Assignment
Please return every record below exactly as it stands.

##########

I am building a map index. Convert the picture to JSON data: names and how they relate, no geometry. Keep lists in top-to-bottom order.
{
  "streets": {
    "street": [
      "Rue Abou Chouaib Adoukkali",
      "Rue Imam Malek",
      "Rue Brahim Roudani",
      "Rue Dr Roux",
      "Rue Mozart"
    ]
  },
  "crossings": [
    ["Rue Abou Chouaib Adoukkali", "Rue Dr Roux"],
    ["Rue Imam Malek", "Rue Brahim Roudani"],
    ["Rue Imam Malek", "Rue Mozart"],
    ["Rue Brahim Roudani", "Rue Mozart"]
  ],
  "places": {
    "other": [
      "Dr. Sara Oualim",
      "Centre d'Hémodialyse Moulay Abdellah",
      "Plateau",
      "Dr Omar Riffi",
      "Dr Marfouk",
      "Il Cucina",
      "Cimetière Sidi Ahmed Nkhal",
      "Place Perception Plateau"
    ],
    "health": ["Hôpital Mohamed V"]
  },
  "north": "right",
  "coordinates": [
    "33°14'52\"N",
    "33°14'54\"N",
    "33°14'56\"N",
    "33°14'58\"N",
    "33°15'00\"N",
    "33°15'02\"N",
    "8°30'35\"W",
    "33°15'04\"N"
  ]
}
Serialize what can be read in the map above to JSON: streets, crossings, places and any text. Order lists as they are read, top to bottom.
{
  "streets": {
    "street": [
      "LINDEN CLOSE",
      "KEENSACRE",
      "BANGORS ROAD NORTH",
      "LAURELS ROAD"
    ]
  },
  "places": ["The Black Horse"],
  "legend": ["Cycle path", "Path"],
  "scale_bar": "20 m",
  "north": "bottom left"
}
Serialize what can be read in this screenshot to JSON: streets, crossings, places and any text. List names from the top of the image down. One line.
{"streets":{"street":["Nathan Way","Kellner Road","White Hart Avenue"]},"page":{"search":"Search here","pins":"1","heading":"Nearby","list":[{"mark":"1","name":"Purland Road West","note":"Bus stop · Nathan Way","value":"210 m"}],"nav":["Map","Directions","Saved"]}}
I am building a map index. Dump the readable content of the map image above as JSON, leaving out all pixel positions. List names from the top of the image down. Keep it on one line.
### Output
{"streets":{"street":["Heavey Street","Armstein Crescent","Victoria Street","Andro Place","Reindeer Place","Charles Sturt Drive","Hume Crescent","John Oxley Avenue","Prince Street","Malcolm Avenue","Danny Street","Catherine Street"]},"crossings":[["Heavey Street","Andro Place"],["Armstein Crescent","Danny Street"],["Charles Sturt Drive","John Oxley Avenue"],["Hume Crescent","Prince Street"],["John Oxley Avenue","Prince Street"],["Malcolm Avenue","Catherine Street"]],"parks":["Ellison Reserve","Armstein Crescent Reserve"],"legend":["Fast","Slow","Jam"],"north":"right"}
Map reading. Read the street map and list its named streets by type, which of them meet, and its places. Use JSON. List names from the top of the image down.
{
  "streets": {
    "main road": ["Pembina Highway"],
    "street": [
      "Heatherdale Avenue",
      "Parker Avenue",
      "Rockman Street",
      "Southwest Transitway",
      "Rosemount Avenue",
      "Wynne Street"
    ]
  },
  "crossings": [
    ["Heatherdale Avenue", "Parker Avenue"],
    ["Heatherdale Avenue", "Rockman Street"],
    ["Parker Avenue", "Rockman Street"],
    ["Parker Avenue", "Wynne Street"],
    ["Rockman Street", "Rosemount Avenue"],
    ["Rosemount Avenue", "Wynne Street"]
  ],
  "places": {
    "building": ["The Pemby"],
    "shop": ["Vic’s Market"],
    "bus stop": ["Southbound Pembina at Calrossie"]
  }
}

##########

Answer to the problem
I am building a map index. Convert the picture to JSON data: names and how they relate, no geometry. Keep lists in top-to-bottom order.
{
  "streets": {
    "street": [
      "Rue Abou Chouaib Adoukkali",
      "Rue Imam Malek",
      "Rue Brahim Roudani",
      "Rue Dr Roux",
      "Rue Mozart"
    ]
  },
  "crossings": [
    ["Rue Abou Chouaib Adoukkali", "Rue Dr Roux"],
    ["Rue Imam Malek", "Rue Brahim Roudani"],
    ["Rue Imam Malek", "Rue Mozart"],
    ["Rue Brahim Roudani", "Rue Mozart"]
  ],
  "places": {
    "other": [
      "Dr. Sara Oualim",
      "Centre d'Hémodialyse Moulay Abdellah",
      "Plateau",
      "Dr Omar Riffi",
      "Dr Marfouk",
      "Il Cucina",
      "Cimetière Sidi Ahmed Nkhal",
      "Place Perception Plateau"
    ],
    "health": ["Hôpital Mohamed V"]
  },
  "north": "right",
  "coordinates": [
    "33°14'52\"N",
    "33°14'54\"N",
    "33°14'56\"N",
    "33°14'58\"N",
    "33°15'00\"N",
    "33°15'02\"N",
    "8°30'35\"W",
    "33°15'04\"N"
  ]
}
Serialize what can be read in the map above to JSON: streets, crossings, places and any text. Order lists as they are read, top to bottom.
{
  "streets": {
    "street": [
      "LINDEN CLOSE",
      "KEENSACRE",
      "BANGORS ROAD NORTH",
      "LAURELS ROAD"
    ]
  },
  "places": ["The Black Horse"],
  "legend": ["Cycle path", "Path"],
  "scale_bar": "20 m",
  "north": "bottom left"
}
Serialize what can be read in this screenshot to JSON: streets, crossings, places and any text. List names from the top of the image down. One line.
{"streets":{"street":["Nathan Way","Kellner Road","White Hart Avenue"]},"page":{"search":"Search here","pins":"1","heading":"Nearby","list":[{"mark":"1","name":"Purland Road West","note":"Bus stop · Nathan Way","value":"210 m"}],"nav":["Map","Directions","Saved"]}}
I am building a map index. Dump the readable content of the map image above as JSON, leaving out all pixel positions. List names from the top of the image down. Keep it on one line.
### Output
{"streets":{"street":["Heavey Street","Armstein Crescent","Victoria Street","Andro Place","Reindeer Place","Charles Sturt Drive","Hume Crescent","John Oxley Avenue","Prince Street","Malcolm Avenue","Danny Street","Catherine Street"]},"crossings":[["Heavey Street","Andro Place"],["Armstein Crescent","Danny Street"],["Charles Sturt Drive","John Oxley Avenue"],["Hume Crescent","Prince Street"],["John Oxley Avenue","Prince Street"],["Malcolm Avenue","Catherine Street"]],"parks":["Ellison Reserve","Armstein Crescent Reserve"],"legend":["Fast","Slow","Jam"],"north":"right"}
Map reading. Read the street map and list its named streets by type, which of them meet, and its places. Use JSON. List names from the top of the image down.
{
  "streets": {
    "main road": ["Pembina Highway"],
    "street": [
      "Heatherdale Avenue",
      "Parker Avenue",
      "Rockman Street",
      "Southwest Transitway",
      "Rosemount Avenue",
      "Wynne Street"
    ]
  },
  "crossings": [
    ["Heatherdale Avenue", "Parker Avenue"],
    ["Heatherdale Avenue", "Rockman Street"],
    ["Parker Avenue", "Rockman Street"],
    ["Parker Avenue", "Wynne Street"],
    ["Rockman Street", "Rosemount Avenue"],
    ["Rosemount Avenue", "Wynne Street"]
  ],
  "places": {
    "building": ["The Pemby"],
    "shop": ["Vic’s Market"],
    "bus stop": ["Southbound Pembina at Calrossie"]
  }
}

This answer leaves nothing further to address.